Next Up – I’m looking forward to reading All in Among the Briars edited by Julia Rios as our next book club pick (for a good cause and also likely countable for the “Read a Feminist Fairy Tale” category, as I know a lot the pieces included fit that description nicely!) That said, I’m also very excited for Kalynn Bayron’s new Snow White retelling, Sleep Like Death, which just came out a few days ago, and I’m also planning to read Death in the Spires by K.J. Charles for the “Read a Book a Friend Picks Out For You” challenge, as Sara’s been wanting me to read that one for ages!
Sara:
Since January, I’ve been tracking my reading for the first time ever, so I actually know exactly what I’ve been reading for once! I read a truly ridiculous amount, and it’s been really satisfying having a record instead of blanking when I try to remember back past the last 2 or 3 books. Also, I’d like it to be known that I’m very angry that, no matter how much I read, I will never be able to read all the books. Disappointing.
“Read a Tolkien-Esque Book” – While Brittany and I were teaching our Fellowship course last month, I re-read Tolkien’s The Hobbit for the first time in about 16 years, and it’s just so enchanting. I’d forgotten how very tonally different it is from The Lord of the Rings trilogy and even how differently some of the characters are portrayed. It’s pretty much just a delightful romp without wildly high stakes, and none of the characters struck me as especially heroic, even Gandalf. In fact, I remembered vividly how horrified I’d been when I read The Hobbit as a child and read how unbelievably rude Gandalf and the dwarves are to Bilbo when they take over his house at the beginning! It has a lot of charm, moves at a pretty good clip, and was a fun, nostalgic read. I also completed this challenge by reading Tolkien: Maker of Middle-Earth edited by Catherine McIlwaine, which I cannot recommend highly enough for the Tolkien nerds among us. It was a monumental piece of work undertaken by the Tolkien archivist at Oxford, among other scholars, and it really is a treasure trove, with beautiful illustrations and photography.
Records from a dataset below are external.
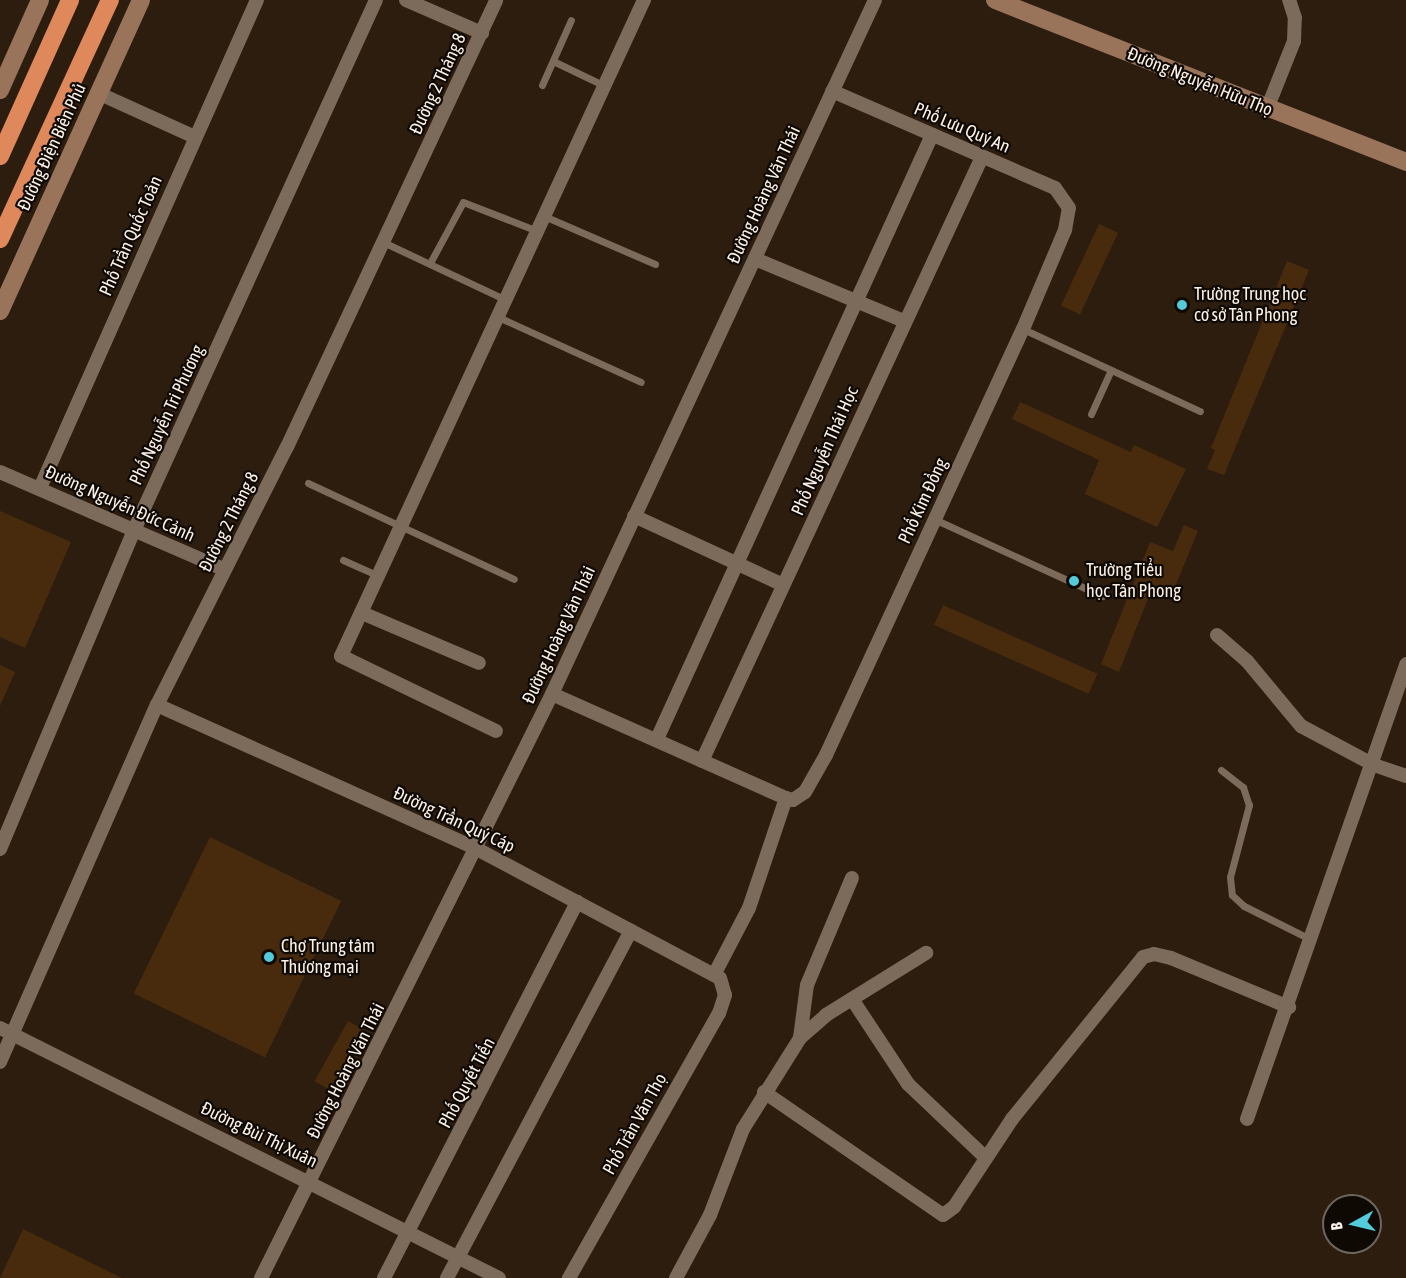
<!DOCTYPE html>
<meta charset="utf-8">
<style>
body{margin:0}
#map{position:relative;width:1406px;height:1278px;overflow:hidden;background:#2c1d0f;font-family:"Asap Condensed",sans-serif}
div>[style]{position:absolute}
.building>*{inset:0;background:#482b0c;transform-origin:0 0}
.lane>*{height:7px;margin:-3.5px;padding:0 3.5px;transform-origin:3.5px;border-radius:3.5px;background:#7c6a5a}
.street>*{height:14px;margin:-7px;padding:0 7px;transform-origin:7px;border-radius:7px;background:#7c6a5a}
.secondary>*{height:18px;margin:-9px;padding:0 9px;transform-origin:9px;border-radius:9px;background:#99735a}
.highway>*{height:18px;margin:-9px;padding:0 9px;transform-origin:9px;border-radius:9px;background:#de885b}
.dots>*{width:16px;height:16px;translate:-50% -50%;box-sizing:border-box;border:3px solid #0f0904;border-radius:50%}
span{translate:-50% -50%;white-space:nowrap;text-align:center;line-height:1.15;-webkit-text-stroke:4.5px #0f0904;paint-order:stroke}
.street-label{font-size:18px;color:#fbf1e8}
.poi-label{font-size:18px;color:#fbf1e8}
.left{translate:0 -50%;text-align:left}
.north{position:absolute;left:1322px;top:1194px;width:60px;height:60px;box-sizing:border-box;background:#0f0904;border:2px solid #6d665f;border-radius:50%;rotate:262deg;font-size:16px;font-weight:700;line-height:24px;text-align:center;color:#fbf1e8}
.north::after{content:'';display:block;margin:auto;width:21px;height:27px;background:#53cbda;clip-path:polygon(50% 0,100% 100%,50% 72%,0 100%)}
</style>
<div id="map">
<div class="building">
<i style="left:1099px;top:224px;width:21px;height:90px;rotate:25deg"></i>
<i style="clip-path:polygon(1287px 261px,1309px 270px,1224px 475px,1207px 469px,1215px 450px,1211px 448px)"></i>
<i style="clip-path:polygon(1020px 402px,1131px 452px,1134px 445px,1186px 469px,1157px 527px,1085px 494px,1099px 460px,1012px 419px)"></i>
<i style="clip-path:polygon(0 511px,71px 542px,25px 648px,0 637px)"></i>
<i style="clip-path:polygon(1184px 525px,1198px 531px,1170px 599px,1151px 591px,1119px 672px,1101px 664px,1150px 542px,1173px 551px)"></i>
<i style="left:943px;top:605px;width:169px;height:22px;rotate:24deg"></i>
<i style="clip-path:polygon(0 665px,15px 672px,0 706px)"></i>
<i style="left:210px;top:837px;width:146px;height:174px;rotate:26deg"></i>
<i style="left:348px;top:1021px;width:18px;height:69px;rotate:29deg"></i>
<i style="clip-path:polygon(23px 1229px,122px 1278px,0 1278px)"></i>
</div>
<div class="lane">
<i style="left:553px;top:61px;width:58px;rotate:25.7deg"></i>
<i style="left:542px;top:85px;width:71px;rotate:-66deg"></i>
<i style="left:544px;top:216px;width:121px;rotate:23.4deg"></i>
<i style="left:383px;top:242px;width:134px;rotate:25.2deg"></i>
<i style="left:430px;top:263px;width:69px;rotate:-61.6deg"></i>
<i style="left:463px;top:202px;width:77px;rotate:21.3deg"></i>
<i style="left:496px;top:316px;width:159px;rotate:24.5deg"></i>
<i style="left:1023px;top:329px;width:195px;rotate:24.9deg"></i>
<i style="left:1091px;top:414px;width:48px;rotate:-65.6deg"></i>
<i style="left:308px;top:483px;width:227px;rotate:25deg"></i>
<i style="left:934px;top:519px;width:185px;rotate:24.6deg"></i>
<i style="left:343px;top:560px;width:39px;rotate:24deg"></i>
<i style="left:1221px;top:770px;width:28px;rotate:38deg"></i>
<i style="left:1243px;top:787px;width:19px;rotate:72deg"></i>
<i style="left:1249px;top:805px;width:74px;rotate:104.8deg"></i>
<i style="left:1230px;top:877px;width:18px;rotate:84deg"></i>
<i style="left:1232px;top:895px;width:16px;rotate:43deg"></i>
<i style="left:1244px;top:906px;width:74px;rotate:26.6deg"></i>
</div>
<div class="street">
<i style="left:406px;top:0;width:83px;rotate:23.5deg"></i>
<i style="left:100px;top:94px;width:104px;rotate:24.4deg"></i>
<i style="left:1267px;top:109px;width:73px;rotate:-68.3deg"></i>
<i style="left:1294px;top:41px;width:23px;rotate:-88deg"></i>
<i style="left:1295px;top:18px;width:19px;rotate:-108deg"></i>
<i style="left:755px;top:259px;width:161px;rotate:22.6deg"></i>
<i style="left:0;top:472px;width:245px;rotate:23.5deg"></i>
<i style="left:40px;top:488px;width:534px;rotate:-66.03deg"></i>
<i style="left:634px;top:516px;width:164px;rotate:24.8deg"></i>
<i style="left:362px;top:613px;width:127px;rotate:23.1deg"></i>
<i style="left:1217px;top:635px;width:40px;rotate:41deg"></i>
<i style="left:1247px;top:661px;width:85px;rotate:50.3deg"></i>
<i style="left:1301px;top:726px;width:83px;rotate:28.1deg"></i>
<i style="left:1374px;top:765px;width:34px;rotate:19deg"></i>
<i style="left:552px;top:694px;width:256px;rotate:24deg"></i>
<i style="left:786px;top:798px;width:7px;rotate:16deg"></i>
<i style="left:793px;top:800px;width:14px;rotate:-34deg"></i>
<i style="left:805px;top:792px;width:43px;rotate:-60.4deg"></i>
<i style="left:826px;top:755px;width:469px;rotate:-65.2deg"></i>
<i style="left:1023px;top:329px;width:108px;rotate:-67deg"></i>
<i style="left:1065px;top:230px;width:22px;rotate:-80deg"></i>
<i style="left:1069px;top:208px;width:24px;rotate:-125deg"></i>
<i style="left:1055px;top:188px;width:243px;rotate:-156.5deg"></i>
<i style="left:157px;top:705px;width:349px;rotate:24.2deg"></i>
<i style="left:475px;top:848px;width:277px;rotate:28deg"></i>
<i style="left:720px;top:978px;width:18px;rotate:74deg"></i>
<i style="left:725px;top:995px;width:19px;rotate:108deg"></i>
<i style="left:719px;top:1013px;width:305px;rotate:119.5deg"></i>
<i style="left:496px;top:731px;width:172px;rotate:-154.2deg"></i>
<i style="left:341px;top:656px;width:723px;rotate:-65.21deg"></i>
<i style="left:657px;top:739px;width:664px;rotate:-65.52deg"></i>
<i style="left:702px;top:761px;width:666px;rotate:-65.13deg"></i>
<i style="left:0;top:849px;width:348px;rotate:-67.2deg"></i>
<i style="left:135px;top:528px;width:580px;rotate:-65.47deg"></i>
<i style="left:715px;top:973px;width:73px;rotate:-62.4deg"></i>
<i style="left:749px;top:908px;width:116px;rotate:-71.4deg"></i>
<i style="left:852px;top:999px;width:102px;rotate:56.6deg"></i>
<i style="left:908px;top:1084px;width:106px;rotate:43.5deg"></i>
<i style="left:0;top:1028px;width:558px;rotate:26.61deg"></i>
<i style="left:800px;top:1038px;width:53px;rotate:-82.5deg"></i>
<i style="left:807px;top:985px;width:116px;rotate:-67.2deg"></i>
<i style="left:0;top:1062px;width:390px;rotate:-66.3deg"></i>
<i style="left:157px;top:705px;width:289px;rotate:-63.3deg"></i>
<i style="left:287px;top:447px;width:493px;rotate:-64.9deg"></i>
<i style="left:764px;top:1092px;width:217px;rotate:34.5deg"></i>
<i style="left:943px;top:1215px;width:14px;rotate:-36deg"></i>
<i style="left:954px;top:1207px;width:105px;rotate:-56.6deg"></i>
<i style="left:1012px;top:1119px;width:208px;rotate:-51deg"></i>
<i style="left:1143px;top:957px;width:11px;rotate:-15deg"></i>
<i style="left:1154px;top:954px;width:17px;rotate:13deg"></i>
<i style="left:1171px;top:958px;width:128px;rotate:22.6deg"></i>
<i style="left:1247px;top:1119px;width:482px;rotate:-70.7deg"></i>
<i style="left:261px;top:1278px;width:652px;rotate:-63.51deg"></i>
<i style="left:552px;top:694px;width:765px;rotate:-65.04deg"></i>
<i style="left:384px;top:1278px;width:423px;rotate:-62.8deg"></i>
<i style="left:447px;top:1278px;width:393px;rotate:-62.1deg"></i>
<i style="left:676px;top:1278px;width:72px;rotate:-61.6deg"></i>
<i style="left:710px;top:1215px;width:92px;rotate:-69deg"></i>
<i style="left:743px;top:1129px;width:107px;rotate:-57.9deg"></i>
<i style="left:800px;top:1038px;width:35px;rotate:-41deg"></i>
<i style="left:826px;top:1015px;width:118px;rotate:-31.8deg"></i>
</div>
<div class="secondary">
<i style="left:995px;top:0;width:442px;rotate:21.5deg"></i>
<i style="left:0;top:90px;width:98px;rotate:-66deg"></i>
<i style="left:0;top:311px;width:341px;rotate:-65.6deg"></i>
</div>
<div class="highway">
<i style="left:0;top:156px;width:171px;rotate:-65.8deg"></i>
<i style="left:0;top:239px;width:263px;rotate:-65.3deg"></i>
</div>
<div class="dots">
<i style="left:1182px;top:305px;background:#53cbda"></i>
<i style="left:1074px;top:581px;background:#53cbda"></i>
<i style="left:269px;top:957px;background:#53cbda"></i>
</div>
<div class="street-label">
<span style="left:1200px;top:82px;rotate:22deg">Đường Nguyễn Hữu Thọ</span>
<span style="left:438px;top:84px;rotate:-65deg">Đường 2 Tháng 8</span>
<span style="left:962px;top:128px;rotate:23deg">Phố Lưu Quý An</span>
<span style="left:52px;top:147px;rotate:-65deg">Đường Điện Biên Phủ</span>
<span style="left:764px;top:195px;rotate:-65deg">Đường Hoàng Văn Thái</span>
<span style="left:131px;top:236px;rotate:-66deg">Phố Trần Quốc Toản</span>
<span style="left:167px;top:415px;rotate:-65deg">Phố Nguyễn Tri Phương</span>
<span style="left:825px;top:451px;rotate:-66deg">Phố Nguyễn Thái Học</span>
<span style="left:923px;top:501px;rotate:-65deg">Phố Kim Đồng</span>
<span style="left:120px;top:504px;rotate:24deg">Đường Nguyễn Đức Cảnh</span>
<span style="left:229px;top:522px;rotate:-63deg">Đường 2 Tháng 8</span>
<span style="left:559px;top:635px;rotate:-65deg">Đường Hoàng Văn Thái</span>
<span style="left:454px;top:820px;rotate:25deg">Đường Trần Quý Cáp</span>
<span style="left:346px;top:1071px;rotate:-63deg">Đường Hoàng Văn Thái</span>
<span style="left:467px;top:1083px;rotate:-62deg">Phố Quyết Tiến</span>
<span style="left:635px;top:1124px;rotate:-61deg">Phố Trần Văn Thọ</span>
<span style="left:259px;top:1135px;rotate:26deg">Đường Bùi Thị Xuân</span>
</div>
<div class="poi-label">
<span class="left" style="left:1194px;top:305px">Trường Trung học<br>cơ sở Tân Phong</span>
<span class="left" style="left:1086px;top:581px">Trường Tiểu<br>học Tân Phong</span>
<span class="left" style="left:281px;top:957px">Chợ Trung tâm<br>Thương mại</span>
</div>
<div class="north">B</div>
</div>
“Read a Mystery” – I have apparently been on a mystery kick, because most of what I’ve been reading this month goes here. Two of my favorite books of the year (and my only two re-reads so far this year, both in the last month) are Death in the Spires by K.J. Charles and The Angel of the Crows by Katherine Addison, and they are both exquisite. Death in the Spires is basically everything that I personally want in a good mystery (or, you know, any book.) It’s set in Oxford, where I spent a year in undergrad, has wonderful twists and turns, and I absolutely adore the characters (except when I HATE them). It’s very Dark Academia and shares some things in common with R. F. Kuang’s Babel but is significantly more hopeful. The Angel of the Crows is basically Sherlock Holmes but where our protagonists are supernatural, and also gender. Katherine Addison/ Sarah Monette is at the top of her game with this one, and I think this book should get WAY more love because it’s doing a lot of quietly brilliant work. I also read another excellent gender-swapped Sherlock Holmes-related mystery called A Study in Scarlet Women by Sherry Thomas, and it was fresh, feminist, and a complete delight.
“Read a Book a Friend Picks for You” – So, Jared and I have been profoundly obsessed with Contrapoint’s latest video on Twilight, which is about the novels and films but also about the history of romance as a genre, gender, desire, power, and A LOT more. The completely predictable outcome of this? Jared suggested that the next book we read together should be Life and Death: Twilight Reimagined by Stephenie Meyer, and which is literally just Twilight but about Beau Swan (average human boy) and Edythe Cullen (smokin’ hot vampire superhero.) Y’all, it is a TRIP. All of the characters are gender swapped, not just the protagonists, and I have to say it vastly improves the story because all the subtle assumptions about gender that the story is built on are reversed. It’s genuinely been a really fun read.
“Read a Book Set Where You Live” – For this one, I decided to finally read The Ex Hex by Erin Sterling, which is set in a fictional town in the Georgia mountains. (I live in Atlanta and spend a fair bit of time in the north Georgia mountains!) This one was cute, and there were a lot of things I liked about it (especially the protagonist’s spicy, sweary cousin) but I found some of the lack of urgency around the curse a bit frustrating. If you’re looking for a beach read with a supernatural, autumnal twist, this might really be your cup of tea.
“Read a Creature Feature” – Most of the books I’ve listed so far! The Hobbit (dragons!), The Angel of the Crows (angels, vampires, hellhounds, and MORE), Life and Death (vampires), The Ex Hex (witches). What can I say, I like it when the creatures are featured.
Next Up – I’m really looking forward to The Salt Grows Heavy, a novella by Cassandra Khaw, and I just picked up a copy of Real Self-Care by Pooja Lakshmin, M.D. I also have a backlog of K.J. Charles that I now want to read, because Death in the Spires is so in my head!